§ ASSIGNED TASK
Could you repeat all of the entries below, character for character?

§ AVAILABLE DATA

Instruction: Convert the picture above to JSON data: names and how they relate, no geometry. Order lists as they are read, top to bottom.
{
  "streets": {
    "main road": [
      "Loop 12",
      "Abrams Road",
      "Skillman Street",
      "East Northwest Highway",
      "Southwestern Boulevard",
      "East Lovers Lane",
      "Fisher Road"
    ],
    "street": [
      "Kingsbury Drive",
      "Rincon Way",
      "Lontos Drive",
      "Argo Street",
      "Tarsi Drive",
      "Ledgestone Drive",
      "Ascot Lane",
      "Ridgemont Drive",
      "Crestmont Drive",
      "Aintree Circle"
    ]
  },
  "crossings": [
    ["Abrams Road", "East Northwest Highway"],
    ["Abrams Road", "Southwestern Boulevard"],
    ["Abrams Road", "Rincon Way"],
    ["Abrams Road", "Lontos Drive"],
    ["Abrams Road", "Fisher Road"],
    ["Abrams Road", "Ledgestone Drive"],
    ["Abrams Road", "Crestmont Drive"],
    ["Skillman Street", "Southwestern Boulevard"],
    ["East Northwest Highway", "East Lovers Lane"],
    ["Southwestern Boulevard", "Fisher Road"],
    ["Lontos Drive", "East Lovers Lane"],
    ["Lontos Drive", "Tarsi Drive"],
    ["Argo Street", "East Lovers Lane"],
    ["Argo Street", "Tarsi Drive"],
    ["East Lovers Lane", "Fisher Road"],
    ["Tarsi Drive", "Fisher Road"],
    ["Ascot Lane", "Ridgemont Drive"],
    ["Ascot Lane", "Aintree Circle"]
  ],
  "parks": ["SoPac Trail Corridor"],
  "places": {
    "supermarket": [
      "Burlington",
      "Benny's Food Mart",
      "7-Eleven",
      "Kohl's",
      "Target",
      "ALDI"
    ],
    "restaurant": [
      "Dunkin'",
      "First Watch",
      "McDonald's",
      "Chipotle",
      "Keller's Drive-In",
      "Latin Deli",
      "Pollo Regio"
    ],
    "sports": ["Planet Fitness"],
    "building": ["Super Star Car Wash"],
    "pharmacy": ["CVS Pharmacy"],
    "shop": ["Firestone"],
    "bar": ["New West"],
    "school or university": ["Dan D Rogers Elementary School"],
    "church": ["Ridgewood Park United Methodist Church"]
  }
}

§ COMPLETED EXERCISE
Instruction: Convert the picture above to JSON data: names and how they relate, no geometry. Order lists as they are read, top to bottom.
{
  "streets": {
    "main road": [
      "Loop 12",
      "Abrams Road",
      "Skillman Street",
      "East Northwest Highway",
      "Southwestern Boulevard",
      "East Lovers Lane",
      "Fisher Road"
    ],
    "street": [
      "Kingsbury Drive",
      "Rincon Way",
      "Lontos Drive",
      "Argo Street",
      "Tarsi Drive",
      "Ledgestone Drive",
      "Ascot Lane",
      "Ridgemont Drive",
      "Crestmont Drive",
      "Aintree Circle"
    ]
  },
  "crossings": [
    ["Abrams Road", "East Northwest Highway"],
    ["Abrams Road", "Southwestern Boulevard"],
    ["Abrams Road", "Rincon Way"],
    ["Abrams Road", "Lontos Drive"],
    ["Abrams Road", "Fisher Road"],
    ["Abrams Road", "Ledgestone Drive"],
    ["Abrams Road", "Crestmont Drive"],
    ["Skillman Street", "Southwestern Boulevard"],
    ["East Northwest Highway", "East Lovers Lane"],
    ["Southwestern Boulevard", "Fisher Road"],
    ["Lontos Drive", "East Lovers Lane"],
    ["Lontos Drive", "Tarsi Drive"],
    ["Argo Street", "East Lovers Lane"],
    ["Argo Street", "Tarsi Drive"],
    ["East Lovers Lane", "Fisher Road"],
    ["Tarsi Drive", "Fisher Road"],
    ["Ascot Lane", "Ridgemont Drive"],
    ["Ascot Lane", "Aintree Circle"]
  ],
  "parks": ["SoPac Trail Corridor"],
  "places": {
    "supermarket": [
      "Burlington",
      "Benny's Food Mart",
      "7-Eleven",
      "Kohl's",
      "Target",
      "ALDI"
    ],
    "restaurant": [
      "Dunkin'",
      "First Watch",
      "McDonald's",
      "Chipotle",
      "Keller's Drive-In",
      "Latin Deli",
      "Pollo Regio"
    ],
    "sports": ["Planet Fitness"],
    "building": ["Super Star Car Wash"],
    "pharmacy": ["CVS Pharmacy"],
    "shop": ["Firestone"],
    "bar": ["New West"],
    "school or university": ["Dan D Rogers Elementary School"],
    "church": ["Ridgewood Park United Methodist Church"]
  }
}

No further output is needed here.